Control of pouring and solidification process of large steel castings

“Pouring and solidification process” is a key process that has a significant impact on the quality of steel castings. More than 80% of casting defects are produced in this process. For example:

(1) during pouring, due to the scouring of molten steel on the pouring system and mold cavity and the insufficient floating of residual sand in the pouring system and mold cavity, the defects of “pores and sand holes” are caused.

(2) during pouring, due to the thermal radiation of molten steel on the cavity surface (especially the upper surface of the cavity), the sand will fall off the surface. If it cannot float up sufficiently, it will also lead to the defects of “pores and sand holes”.

(3) at the end of pouring, if the steel flow is not controlled properly, the steel slag will enter the mold cavity with the steel flow, resulting in slag inclusion.

(4) during solidification, if the feeding channel is blocked, there will undoubtedly be shrinkage and porosity defects.

(5) most hot cracks are formed at the end of solidification, and some are formed just after solidification.

Therefore, controlling the “pouring and solidification process” will greatly reduce the probability of casting defects.

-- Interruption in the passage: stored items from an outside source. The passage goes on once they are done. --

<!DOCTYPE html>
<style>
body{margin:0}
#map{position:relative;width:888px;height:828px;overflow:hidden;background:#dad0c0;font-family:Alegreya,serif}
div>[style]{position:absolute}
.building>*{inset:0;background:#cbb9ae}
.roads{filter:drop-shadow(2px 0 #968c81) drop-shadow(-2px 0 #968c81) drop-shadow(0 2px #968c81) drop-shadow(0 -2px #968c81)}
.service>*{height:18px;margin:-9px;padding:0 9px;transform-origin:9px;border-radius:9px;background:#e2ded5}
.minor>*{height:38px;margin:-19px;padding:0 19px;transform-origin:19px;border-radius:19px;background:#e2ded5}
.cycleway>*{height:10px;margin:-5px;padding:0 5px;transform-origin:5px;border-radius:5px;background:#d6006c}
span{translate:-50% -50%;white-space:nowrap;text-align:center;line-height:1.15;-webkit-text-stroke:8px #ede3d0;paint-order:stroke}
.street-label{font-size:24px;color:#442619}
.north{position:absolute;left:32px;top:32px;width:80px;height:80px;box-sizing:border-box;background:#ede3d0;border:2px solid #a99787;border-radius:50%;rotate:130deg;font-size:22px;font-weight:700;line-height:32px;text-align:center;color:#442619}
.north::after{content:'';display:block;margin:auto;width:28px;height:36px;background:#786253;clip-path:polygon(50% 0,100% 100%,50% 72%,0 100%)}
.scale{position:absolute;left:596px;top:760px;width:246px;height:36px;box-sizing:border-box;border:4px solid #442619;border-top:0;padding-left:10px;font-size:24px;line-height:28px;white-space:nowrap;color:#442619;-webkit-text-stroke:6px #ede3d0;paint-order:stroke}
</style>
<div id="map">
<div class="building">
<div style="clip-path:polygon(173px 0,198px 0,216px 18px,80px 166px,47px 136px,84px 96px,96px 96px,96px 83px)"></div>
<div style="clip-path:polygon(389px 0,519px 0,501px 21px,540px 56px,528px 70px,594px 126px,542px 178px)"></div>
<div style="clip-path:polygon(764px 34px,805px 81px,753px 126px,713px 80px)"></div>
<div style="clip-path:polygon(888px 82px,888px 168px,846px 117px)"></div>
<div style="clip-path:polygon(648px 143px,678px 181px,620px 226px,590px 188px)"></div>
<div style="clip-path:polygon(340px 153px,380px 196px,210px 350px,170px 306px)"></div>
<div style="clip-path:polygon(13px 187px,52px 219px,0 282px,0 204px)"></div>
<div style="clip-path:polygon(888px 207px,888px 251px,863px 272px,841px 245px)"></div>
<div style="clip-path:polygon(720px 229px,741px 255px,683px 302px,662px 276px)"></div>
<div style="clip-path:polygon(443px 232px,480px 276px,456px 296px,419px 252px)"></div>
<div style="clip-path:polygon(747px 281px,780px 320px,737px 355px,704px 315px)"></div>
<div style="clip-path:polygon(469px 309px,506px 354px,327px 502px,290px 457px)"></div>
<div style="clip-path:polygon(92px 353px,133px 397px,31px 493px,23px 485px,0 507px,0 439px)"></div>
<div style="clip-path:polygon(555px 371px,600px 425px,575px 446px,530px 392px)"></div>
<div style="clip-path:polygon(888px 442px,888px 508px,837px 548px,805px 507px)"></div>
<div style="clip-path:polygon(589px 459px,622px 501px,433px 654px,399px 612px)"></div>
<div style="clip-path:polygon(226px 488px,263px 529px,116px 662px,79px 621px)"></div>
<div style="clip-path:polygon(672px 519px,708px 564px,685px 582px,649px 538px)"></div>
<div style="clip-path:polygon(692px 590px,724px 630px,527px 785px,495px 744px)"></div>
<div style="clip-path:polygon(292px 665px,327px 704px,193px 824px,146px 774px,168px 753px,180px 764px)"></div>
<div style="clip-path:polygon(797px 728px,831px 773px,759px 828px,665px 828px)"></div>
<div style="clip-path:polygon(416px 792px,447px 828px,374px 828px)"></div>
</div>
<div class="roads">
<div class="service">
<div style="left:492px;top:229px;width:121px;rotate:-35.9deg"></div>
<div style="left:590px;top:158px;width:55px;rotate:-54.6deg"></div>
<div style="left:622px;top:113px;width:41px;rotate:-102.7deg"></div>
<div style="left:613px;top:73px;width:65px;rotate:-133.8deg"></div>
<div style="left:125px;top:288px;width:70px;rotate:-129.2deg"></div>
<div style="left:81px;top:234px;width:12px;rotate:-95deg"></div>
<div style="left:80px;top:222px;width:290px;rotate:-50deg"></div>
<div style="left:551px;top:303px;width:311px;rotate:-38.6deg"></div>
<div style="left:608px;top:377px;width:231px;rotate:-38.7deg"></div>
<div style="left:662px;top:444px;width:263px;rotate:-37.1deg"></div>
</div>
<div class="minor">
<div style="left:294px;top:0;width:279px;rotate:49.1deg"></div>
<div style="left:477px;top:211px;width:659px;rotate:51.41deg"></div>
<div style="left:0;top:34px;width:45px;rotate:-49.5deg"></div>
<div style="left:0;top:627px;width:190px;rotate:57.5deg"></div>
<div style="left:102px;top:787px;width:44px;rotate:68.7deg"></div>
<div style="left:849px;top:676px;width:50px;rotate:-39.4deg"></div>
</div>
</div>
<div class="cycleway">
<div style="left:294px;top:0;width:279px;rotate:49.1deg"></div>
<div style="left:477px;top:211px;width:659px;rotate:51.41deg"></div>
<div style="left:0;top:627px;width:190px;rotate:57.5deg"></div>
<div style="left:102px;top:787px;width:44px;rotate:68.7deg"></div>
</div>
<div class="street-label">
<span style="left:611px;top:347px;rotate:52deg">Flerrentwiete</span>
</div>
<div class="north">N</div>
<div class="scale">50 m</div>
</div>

Preventive measures for casting defects during “pouring and solidification process”:

(1) remove the sundries left in the pouring system and mold cavity before pouring.

(2) make the pouring system with “refractory pouring brick pipe” (prevent sand from entering the joint of brick pipe).

(3) improve the pouring speed, and maximize the pouring speed. Why? Here is a brief introduction to some basic characteristics of casting sand.

Because the volume of quartz sand will expand after being radiated by heat during pouring. The expanded surface quartz sand is separated from the inner layer and falls into liquid steel, resulting in sand holes and pores. A considerable number of peers do not pay enough attention to or understand this process. A colleague once asked me, “before pouring, the cavity is treated very clean, but why are there still many sand holes in the casting?”

Quartz (i.e. quartz sand) is a cubic crystal system at room temperature α Quartz, with a density of 2.659/cm3, can be transformed into hexagonal helioid quartz with an increase of temperature, and the density decreases to 2.269/c. At room temperature. When the temperature of one quartz rises to 870 ℃, its volume increases by 17.26%, and when the temperature reaches more than 370 ℃, its volume expands sharply. Knowing this characteristic of quartz sand, it is not difficult to understand the main causes of sand holes.

Compared with quartz sand, other types of foundry sand (such as chrome ore sand, staggered sand, limestone sand, etc.) have their remarkable characteristics: some do not have phase transformation expansion, and some have very small phase transformation expansion. Although it has also been applied in a certain range in casting production, the high-temperature pulverization of limestone sand makes the castings shrink and sink, seriously affects the surface quality of castings, and limits its application range; Chrome ore and wrong sand are expensive due to resource constraints, so they are only used in key parts. In the actual production of castings, quartz sand is still the main, as is the case for large and medium-sized steel castings.